Purtroppo ho paura che anche Cellino sia caduto nel tranello nel quale mi sono impelagato io; che ho creduto sin da quando è cominciata questa tragedia del Covid 19, che tutto potesse tornare, non come prima, ma in una dimensione che in qualche modo potesse ricordare “quel prima”. Credo che il protocollo sanitario, così come ci è dato da sapere, non è in grado di garantire veramente la ripresa del nostro calcio. Perché il rispetto di questo protocollo presuppone l’esistenza della certezza di un rischio di contagio uguale a zero. Cosa a mio modesto parere assolutamente impossibile da conseguire.

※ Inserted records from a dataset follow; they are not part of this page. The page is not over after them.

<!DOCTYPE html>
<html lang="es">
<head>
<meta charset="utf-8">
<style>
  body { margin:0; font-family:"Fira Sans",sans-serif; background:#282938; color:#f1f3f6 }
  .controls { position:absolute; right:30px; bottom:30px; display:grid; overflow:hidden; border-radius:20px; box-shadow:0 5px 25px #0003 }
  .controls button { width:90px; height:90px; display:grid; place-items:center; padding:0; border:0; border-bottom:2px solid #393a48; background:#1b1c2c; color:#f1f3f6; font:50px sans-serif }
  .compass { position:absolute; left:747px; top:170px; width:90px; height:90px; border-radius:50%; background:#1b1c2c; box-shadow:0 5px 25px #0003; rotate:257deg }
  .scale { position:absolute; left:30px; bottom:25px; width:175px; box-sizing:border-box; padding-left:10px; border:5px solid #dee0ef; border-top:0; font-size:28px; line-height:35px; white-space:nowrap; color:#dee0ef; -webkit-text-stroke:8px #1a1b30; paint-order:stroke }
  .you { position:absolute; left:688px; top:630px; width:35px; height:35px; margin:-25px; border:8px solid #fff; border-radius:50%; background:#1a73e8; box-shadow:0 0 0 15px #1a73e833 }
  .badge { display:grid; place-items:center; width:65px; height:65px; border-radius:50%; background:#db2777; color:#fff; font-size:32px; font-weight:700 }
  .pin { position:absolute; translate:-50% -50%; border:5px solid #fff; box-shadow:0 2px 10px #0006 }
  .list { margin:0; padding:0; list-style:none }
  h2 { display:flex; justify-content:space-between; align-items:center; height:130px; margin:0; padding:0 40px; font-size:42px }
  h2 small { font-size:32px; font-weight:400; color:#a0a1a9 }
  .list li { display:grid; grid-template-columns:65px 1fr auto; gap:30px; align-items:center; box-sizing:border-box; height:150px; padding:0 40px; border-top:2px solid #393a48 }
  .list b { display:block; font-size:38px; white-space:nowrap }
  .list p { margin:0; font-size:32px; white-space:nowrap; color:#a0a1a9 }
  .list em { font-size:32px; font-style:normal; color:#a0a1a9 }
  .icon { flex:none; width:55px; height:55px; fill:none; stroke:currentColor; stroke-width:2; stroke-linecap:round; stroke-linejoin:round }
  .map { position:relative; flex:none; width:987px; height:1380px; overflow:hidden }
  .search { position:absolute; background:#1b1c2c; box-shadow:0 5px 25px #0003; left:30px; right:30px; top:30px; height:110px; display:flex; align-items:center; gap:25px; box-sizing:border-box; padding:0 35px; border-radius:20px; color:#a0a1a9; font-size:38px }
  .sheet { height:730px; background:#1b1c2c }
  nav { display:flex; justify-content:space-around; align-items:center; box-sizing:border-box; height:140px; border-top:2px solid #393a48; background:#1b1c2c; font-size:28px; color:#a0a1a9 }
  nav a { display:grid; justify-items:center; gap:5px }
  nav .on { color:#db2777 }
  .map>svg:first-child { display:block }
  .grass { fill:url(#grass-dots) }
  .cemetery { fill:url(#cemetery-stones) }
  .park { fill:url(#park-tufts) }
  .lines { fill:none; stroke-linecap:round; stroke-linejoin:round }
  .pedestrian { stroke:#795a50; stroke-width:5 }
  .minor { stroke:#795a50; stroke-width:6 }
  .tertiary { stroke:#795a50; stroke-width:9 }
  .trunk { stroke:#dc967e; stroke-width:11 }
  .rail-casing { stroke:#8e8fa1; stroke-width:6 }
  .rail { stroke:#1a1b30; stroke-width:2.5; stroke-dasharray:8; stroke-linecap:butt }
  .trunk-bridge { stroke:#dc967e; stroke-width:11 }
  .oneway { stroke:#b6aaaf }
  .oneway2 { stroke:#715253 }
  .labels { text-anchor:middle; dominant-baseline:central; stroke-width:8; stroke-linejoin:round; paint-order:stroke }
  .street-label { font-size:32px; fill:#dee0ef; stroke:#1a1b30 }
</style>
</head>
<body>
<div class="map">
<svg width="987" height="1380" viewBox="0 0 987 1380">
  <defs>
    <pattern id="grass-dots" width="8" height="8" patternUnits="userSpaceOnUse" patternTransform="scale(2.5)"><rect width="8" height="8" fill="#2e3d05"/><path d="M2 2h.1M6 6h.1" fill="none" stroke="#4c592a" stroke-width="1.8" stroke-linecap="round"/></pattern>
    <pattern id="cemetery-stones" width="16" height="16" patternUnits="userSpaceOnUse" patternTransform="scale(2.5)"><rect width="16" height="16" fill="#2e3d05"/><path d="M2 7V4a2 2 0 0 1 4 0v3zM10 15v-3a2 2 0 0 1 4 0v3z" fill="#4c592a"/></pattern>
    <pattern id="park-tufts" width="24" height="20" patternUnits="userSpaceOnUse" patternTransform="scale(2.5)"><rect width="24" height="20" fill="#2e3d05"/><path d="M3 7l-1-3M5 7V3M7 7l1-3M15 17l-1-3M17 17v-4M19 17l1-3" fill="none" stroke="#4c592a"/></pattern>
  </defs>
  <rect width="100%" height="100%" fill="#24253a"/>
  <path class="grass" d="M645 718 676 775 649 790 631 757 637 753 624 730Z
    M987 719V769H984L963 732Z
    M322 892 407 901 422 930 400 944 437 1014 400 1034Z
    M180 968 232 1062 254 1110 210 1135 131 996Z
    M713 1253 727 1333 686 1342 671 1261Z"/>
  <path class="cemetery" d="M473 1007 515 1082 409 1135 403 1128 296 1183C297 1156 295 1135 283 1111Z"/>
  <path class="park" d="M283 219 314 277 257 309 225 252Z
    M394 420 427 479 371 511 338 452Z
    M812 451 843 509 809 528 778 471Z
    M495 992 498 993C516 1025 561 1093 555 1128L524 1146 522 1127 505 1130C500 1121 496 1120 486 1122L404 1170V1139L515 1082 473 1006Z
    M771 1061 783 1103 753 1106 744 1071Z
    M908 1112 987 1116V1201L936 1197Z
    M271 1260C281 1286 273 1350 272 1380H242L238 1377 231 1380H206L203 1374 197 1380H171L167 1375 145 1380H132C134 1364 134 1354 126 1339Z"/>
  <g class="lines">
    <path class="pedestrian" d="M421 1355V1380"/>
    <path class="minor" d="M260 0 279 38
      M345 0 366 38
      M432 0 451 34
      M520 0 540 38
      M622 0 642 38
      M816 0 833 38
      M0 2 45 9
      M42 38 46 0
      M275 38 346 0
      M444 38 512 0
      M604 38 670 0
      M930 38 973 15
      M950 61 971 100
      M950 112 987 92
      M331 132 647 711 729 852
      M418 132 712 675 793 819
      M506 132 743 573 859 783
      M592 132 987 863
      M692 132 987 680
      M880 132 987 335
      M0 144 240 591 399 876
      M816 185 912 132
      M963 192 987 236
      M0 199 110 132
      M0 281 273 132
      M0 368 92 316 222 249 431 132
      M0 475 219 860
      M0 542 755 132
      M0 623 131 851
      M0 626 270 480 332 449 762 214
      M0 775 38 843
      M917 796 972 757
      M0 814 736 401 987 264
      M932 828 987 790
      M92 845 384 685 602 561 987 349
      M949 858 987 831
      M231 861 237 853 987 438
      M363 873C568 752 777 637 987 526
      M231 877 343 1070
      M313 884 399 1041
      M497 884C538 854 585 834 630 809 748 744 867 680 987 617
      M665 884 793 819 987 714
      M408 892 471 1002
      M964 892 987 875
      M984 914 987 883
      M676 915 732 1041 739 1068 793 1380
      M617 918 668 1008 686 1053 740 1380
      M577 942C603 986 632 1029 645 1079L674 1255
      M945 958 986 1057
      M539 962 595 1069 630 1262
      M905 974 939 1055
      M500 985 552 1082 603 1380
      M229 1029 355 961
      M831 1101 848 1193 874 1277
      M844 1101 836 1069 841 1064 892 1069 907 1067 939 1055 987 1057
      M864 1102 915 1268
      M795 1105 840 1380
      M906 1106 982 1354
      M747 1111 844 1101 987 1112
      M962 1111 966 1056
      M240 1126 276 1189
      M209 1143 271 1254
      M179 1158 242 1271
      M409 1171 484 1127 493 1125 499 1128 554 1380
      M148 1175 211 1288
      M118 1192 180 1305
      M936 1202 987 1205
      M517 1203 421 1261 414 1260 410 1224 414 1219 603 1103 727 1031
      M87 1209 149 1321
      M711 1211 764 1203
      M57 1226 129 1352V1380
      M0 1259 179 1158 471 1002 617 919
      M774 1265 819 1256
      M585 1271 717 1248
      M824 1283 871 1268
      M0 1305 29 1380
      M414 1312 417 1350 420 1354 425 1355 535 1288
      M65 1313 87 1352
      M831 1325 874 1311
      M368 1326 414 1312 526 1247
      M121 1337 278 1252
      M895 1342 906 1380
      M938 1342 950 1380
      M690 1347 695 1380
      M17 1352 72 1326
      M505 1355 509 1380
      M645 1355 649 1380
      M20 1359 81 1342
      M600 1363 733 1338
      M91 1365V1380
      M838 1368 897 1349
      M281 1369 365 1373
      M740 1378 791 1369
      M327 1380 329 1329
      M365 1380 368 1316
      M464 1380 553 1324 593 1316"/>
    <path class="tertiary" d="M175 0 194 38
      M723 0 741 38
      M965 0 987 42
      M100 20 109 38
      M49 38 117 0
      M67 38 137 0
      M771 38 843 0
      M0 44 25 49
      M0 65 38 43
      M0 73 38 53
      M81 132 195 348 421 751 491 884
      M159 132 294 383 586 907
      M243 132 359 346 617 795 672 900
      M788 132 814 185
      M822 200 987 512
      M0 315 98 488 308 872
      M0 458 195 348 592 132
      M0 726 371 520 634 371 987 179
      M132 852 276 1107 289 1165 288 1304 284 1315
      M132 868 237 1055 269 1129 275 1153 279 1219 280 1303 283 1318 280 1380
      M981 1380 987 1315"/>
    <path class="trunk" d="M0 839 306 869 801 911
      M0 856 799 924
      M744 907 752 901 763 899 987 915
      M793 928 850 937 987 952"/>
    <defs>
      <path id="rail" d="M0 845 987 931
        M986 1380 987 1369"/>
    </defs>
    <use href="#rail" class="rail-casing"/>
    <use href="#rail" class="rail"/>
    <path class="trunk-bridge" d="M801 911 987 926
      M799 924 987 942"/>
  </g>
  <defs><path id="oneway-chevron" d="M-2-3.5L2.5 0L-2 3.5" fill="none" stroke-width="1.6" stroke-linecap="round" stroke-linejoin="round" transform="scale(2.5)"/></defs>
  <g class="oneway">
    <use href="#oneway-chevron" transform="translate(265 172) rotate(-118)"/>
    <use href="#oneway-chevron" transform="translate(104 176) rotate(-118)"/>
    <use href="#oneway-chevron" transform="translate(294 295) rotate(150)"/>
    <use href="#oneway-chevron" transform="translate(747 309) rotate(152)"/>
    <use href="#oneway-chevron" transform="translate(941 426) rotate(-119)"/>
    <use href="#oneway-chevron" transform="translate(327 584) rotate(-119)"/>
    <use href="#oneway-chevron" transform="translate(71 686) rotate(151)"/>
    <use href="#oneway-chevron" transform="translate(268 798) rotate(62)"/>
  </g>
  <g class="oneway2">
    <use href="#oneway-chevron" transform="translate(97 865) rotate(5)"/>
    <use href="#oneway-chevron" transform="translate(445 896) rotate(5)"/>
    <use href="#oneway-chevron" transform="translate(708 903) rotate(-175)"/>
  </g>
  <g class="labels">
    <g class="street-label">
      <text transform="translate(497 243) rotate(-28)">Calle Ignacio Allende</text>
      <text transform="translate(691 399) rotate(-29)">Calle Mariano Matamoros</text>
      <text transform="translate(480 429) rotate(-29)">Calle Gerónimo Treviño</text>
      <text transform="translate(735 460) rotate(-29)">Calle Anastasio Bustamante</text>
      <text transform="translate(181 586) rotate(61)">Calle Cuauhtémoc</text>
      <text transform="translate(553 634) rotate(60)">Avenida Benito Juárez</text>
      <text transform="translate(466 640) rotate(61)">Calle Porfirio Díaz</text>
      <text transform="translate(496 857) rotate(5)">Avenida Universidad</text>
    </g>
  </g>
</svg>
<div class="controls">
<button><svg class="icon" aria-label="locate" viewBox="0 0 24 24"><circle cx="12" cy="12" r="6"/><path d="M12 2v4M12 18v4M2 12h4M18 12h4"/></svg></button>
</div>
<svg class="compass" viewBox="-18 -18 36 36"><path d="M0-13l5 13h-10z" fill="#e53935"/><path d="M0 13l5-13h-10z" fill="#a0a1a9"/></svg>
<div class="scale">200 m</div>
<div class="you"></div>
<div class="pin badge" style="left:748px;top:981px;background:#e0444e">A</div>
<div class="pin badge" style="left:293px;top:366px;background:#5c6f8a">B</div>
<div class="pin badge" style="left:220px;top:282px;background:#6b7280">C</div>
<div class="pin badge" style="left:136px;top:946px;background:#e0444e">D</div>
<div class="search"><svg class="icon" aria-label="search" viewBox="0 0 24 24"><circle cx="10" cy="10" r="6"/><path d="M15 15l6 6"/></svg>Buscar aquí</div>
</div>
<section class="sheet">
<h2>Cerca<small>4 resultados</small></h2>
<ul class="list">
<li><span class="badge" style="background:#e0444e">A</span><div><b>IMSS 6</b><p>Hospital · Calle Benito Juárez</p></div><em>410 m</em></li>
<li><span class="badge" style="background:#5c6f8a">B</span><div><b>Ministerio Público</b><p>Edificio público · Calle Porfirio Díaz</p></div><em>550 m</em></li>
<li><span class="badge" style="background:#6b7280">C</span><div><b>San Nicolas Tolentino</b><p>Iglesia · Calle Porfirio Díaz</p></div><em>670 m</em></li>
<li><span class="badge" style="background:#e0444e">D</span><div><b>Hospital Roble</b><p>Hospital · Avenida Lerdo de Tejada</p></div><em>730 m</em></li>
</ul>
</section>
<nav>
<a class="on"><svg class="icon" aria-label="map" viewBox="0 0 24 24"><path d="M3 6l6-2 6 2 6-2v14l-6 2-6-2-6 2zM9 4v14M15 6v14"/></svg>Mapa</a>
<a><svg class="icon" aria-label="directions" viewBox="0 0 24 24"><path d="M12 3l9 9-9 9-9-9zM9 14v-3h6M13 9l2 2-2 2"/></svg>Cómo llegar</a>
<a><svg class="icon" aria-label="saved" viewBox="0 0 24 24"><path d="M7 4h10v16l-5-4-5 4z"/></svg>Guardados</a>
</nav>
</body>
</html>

E allora mi chiedo che senso può avere autorizzare gli allenamenti collettivi dal prossimo 18 maggio. Non vorrei, e qui torna in ballo la mia  ben nota malizia, che questa autorizzazione che sta arrivando dal Comitato Scentifico, serva solo come specchietto per le allodole. Come un voler tenere a freno le cose. Come un voler tacitare gli inevitabili mugugni e le polemiche, che si sarebbero levate  subito con forza da più parti, verso una decisione sfavorevole alla ripresa. In soldoni voglio dire che nel momento in cui si dovesse riscontrare un nuovo positivo. A seguito del quale diventerebbe inevitabile la chiusura definitiva della  stagione, nessuno potrà o potrebbe dire che la la colpa di tutto quanto è da attribuire al Comitato Scentifico o alle Istituzioni che rappresenta.
A noi, che rimaniamo nella speranza di un futuro da poter raccontare, non resta che attendere.